[Stored data]
=====
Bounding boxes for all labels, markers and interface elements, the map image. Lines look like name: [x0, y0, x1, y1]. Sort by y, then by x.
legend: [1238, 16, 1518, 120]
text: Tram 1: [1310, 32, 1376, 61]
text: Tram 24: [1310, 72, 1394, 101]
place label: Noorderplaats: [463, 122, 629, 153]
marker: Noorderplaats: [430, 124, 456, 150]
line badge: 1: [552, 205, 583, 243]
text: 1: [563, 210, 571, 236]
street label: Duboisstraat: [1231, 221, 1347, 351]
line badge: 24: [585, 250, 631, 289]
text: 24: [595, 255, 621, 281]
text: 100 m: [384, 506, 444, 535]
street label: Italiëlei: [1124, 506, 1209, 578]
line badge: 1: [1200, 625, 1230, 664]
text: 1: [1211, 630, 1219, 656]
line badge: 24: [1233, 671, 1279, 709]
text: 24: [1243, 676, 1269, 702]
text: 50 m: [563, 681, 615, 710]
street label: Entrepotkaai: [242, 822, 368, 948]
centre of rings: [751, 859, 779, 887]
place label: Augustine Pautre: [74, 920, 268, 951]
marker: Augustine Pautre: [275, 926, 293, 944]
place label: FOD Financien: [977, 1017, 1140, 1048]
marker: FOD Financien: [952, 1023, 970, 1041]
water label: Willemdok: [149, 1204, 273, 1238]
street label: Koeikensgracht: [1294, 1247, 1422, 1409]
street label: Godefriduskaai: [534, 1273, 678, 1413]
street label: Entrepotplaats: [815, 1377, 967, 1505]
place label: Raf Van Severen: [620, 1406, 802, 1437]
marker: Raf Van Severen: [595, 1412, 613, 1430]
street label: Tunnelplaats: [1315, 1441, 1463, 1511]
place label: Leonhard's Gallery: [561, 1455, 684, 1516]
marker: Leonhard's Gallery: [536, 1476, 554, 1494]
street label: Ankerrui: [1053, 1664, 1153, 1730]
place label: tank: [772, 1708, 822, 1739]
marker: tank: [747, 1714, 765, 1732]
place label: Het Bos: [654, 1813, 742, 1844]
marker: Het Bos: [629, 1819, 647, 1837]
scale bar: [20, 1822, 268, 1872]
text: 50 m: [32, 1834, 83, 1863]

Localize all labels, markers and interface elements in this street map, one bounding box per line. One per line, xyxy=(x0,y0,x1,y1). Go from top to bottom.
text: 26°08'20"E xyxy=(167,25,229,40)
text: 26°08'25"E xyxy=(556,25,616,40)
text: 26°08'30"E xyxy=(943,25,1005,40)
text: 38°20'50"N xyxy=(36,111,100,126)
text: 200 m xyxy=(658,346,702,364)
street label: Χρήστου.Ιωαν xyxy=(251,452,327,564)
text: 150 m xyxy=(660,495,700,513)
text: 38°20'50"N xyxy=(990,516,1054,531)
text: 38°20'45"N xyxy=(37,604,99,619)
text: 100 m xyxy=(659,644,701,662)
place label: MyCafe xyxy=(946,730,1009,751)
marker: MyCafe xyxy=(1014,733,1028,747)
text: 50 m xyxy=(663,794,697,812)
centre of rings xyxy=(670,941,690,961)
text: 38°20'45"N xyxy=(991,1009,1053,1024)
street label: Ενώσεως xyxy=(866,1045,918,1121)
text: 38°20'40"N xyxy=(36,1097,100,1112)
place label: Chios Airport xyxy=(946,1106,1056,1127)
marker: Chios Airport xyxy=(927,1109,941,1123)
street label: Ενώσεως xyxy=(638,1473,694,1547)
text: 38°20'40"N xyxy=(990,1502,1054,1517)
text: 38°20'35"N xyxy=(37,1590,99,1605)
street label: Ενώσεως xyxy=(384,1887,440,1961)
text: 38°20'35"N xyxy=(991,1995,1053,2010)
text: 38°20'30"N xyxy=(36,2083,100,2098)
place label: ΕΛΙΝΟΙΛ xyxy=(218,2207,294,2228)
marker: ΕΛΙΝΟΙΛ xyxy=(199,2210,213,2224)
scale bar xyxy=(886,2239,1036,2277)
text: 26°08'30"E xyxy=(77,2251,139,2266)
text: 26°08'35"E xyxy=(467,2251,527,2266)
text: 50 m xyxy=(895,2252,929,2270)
=====
→ **PROBLEM DETAILS**
Please return the data above exactly as given.

→ **EXERCISE SOLUTION**
Bounding boxes for all labels, markers and interface elements, the map image. Lines look like name: [x0, y0, x1, y1]. Sort by y, then by x.
legend: [1238, 16, 1518, 120]
text: Tram 1: [1310, 32, 1376, 61]
text: Tram 24: [1310, 72, 1394, 101]
place label: Noorderplaats: [463, 122, 629, 153]
marker: Noorderplaats: [430, 124, 456, 150]
line badge: 1: [552, 205, 583, 243]
text: 1: [563, 210, 571, 236]
street label: Duboisstraat: [1231, 221, 1347, 351]
line badge: 24: [585, 250, 631, 289]
text: 24: [595, 255, 621, 281]
text: 100 m: [384, 506, 444, 535]
street label: Italiëlei: [1124, 506, 1209, 578]
line badge: 1: [1200, 625, 1230, 664]
text: 1: [1211, 630, 1219, 656]
line badge: 24: [1233, 671, 1279, 709]
text: 24: [1243, 676, 1269, 702]
text: 50 m: [563, 681, 615, 710]
street label: Entrepotkaai: [242, 822, 368, 948]
centre of rings: [751, 859, 779, 887]
place label: Augustine Pautre: [74, 920, 268, 951]
marker: Augustine Pautre: [275, 926, 293, 944]
place label: FOD Financien: [977, 1017, 1140, 1048]
marker: FOD Financien: [952, 1023, 970, 1041]
water label: Willemdok: [149, 1204, 273, 1238]
street label: Koeikensgracht: [1294, 1247, 1422, 1409]
street label: Godefriduskaai: [534, 1273, 678, 1413]
street label: Entrepotplaats: [815, 1377, 967, 1505]
place label: Raf Van Severen: [620, 1406, 802, 1437]
marker: Raf Van Severen: [595, 1412, 613, 1430]
street label: Tunnelplaats: [1315, 1441, 1463, 1511]
place label: Leonhard's Gallery: [561, 1455, 684, 1516]
marker: Leonhard's Gallery: [536, 1476, 554, 1494]
street label: Ankerrui: [1053, 1664, 1153, 1730]
place label: tank: [772, 1708, 822, 1739]
marker: tank: [747, 1714, 765, 1732]
place label: Het Bos: [654, 1813, 742, 1844]
marker: Het Bos: [629, 1819, 647, 1837]
scale bar: [20, 1822, 268, 1872]
text: 50 m: [32, 1834, 83, 1863]

Localize all labels, markers and interface elements in this street map, one bounding box per line. One per line, xyxy=(x0,y0,x1,y1). Go from top to bottom.
text: 26°08'20"E xyxy=(167,25,229,40)
text: 26°08'25"E xyxy=(556,25,616,40)
text: 26°08'30"E xyxy=(943,25,1005,40)
text: 38°20'50"N xyxy=(36,111,100,126)
text: 200 m xyxy=(658,346,702,364)
street label: Χρήστου.Ιωαν xyxy=(251,452,327,564)
text: 150 m xyxy=(660,495,700,513)
text: 38°20'50"N xyxy=(990,516,1054,531)
text: 38°20'45"N xyxy=(37,604,99,619)
text: 100 m xyxy=(659,644,701,662)
place label: MyCafe xyxy=(946,730,1009,751)
marker: MyCafe xyxy=(1014,733,1028,747)
text: 50 m xyxy=(663,794,697,812)
centre of rings xyxy=(670,941,690,961)
text: 38°20'45"N xyxy=(991,1009,1053,1024)
street label: Ενώσεως xyxy=(866,1045,918,1121)
text: 38°20'40"N xyxy=(36,1097,100,1112)
place label: Chios Airport xyxy=(946,1106,1056,1127)
marker: Chios Airport xyxy=(927,1109,941,1123)
street label: Ενώσεως xyxy=(638,1473,694,1547)
text: 38°20'40"N xyxy=(990,1502,1054,1517)
text: 38°20'35"N xyxy=(37,1590,99,1605)
street label: Ενώσεως xyxy=(384,1887,440,1961)
text: 38°20'35"N xyxy=(991,1995,1053,2010)
text: 38°20'30"N xyxy=(36,2083,100,2098)
place label: ΕΛΙΝΟΙΛ xyxy=(218,2207,294,2228)
marker: ΕΛΙΝΟΙΛ xyxy=(199,2210,213,2224)
scale bar xyxy=(886,2239,1036,2277)
text: 26°08'30"E xyxy=(77,2251,139,2266)
text: 26°08'35"E xyxy=(467,2251,527,2266)
text: 50 m xyxy=(895,2252,929,2270)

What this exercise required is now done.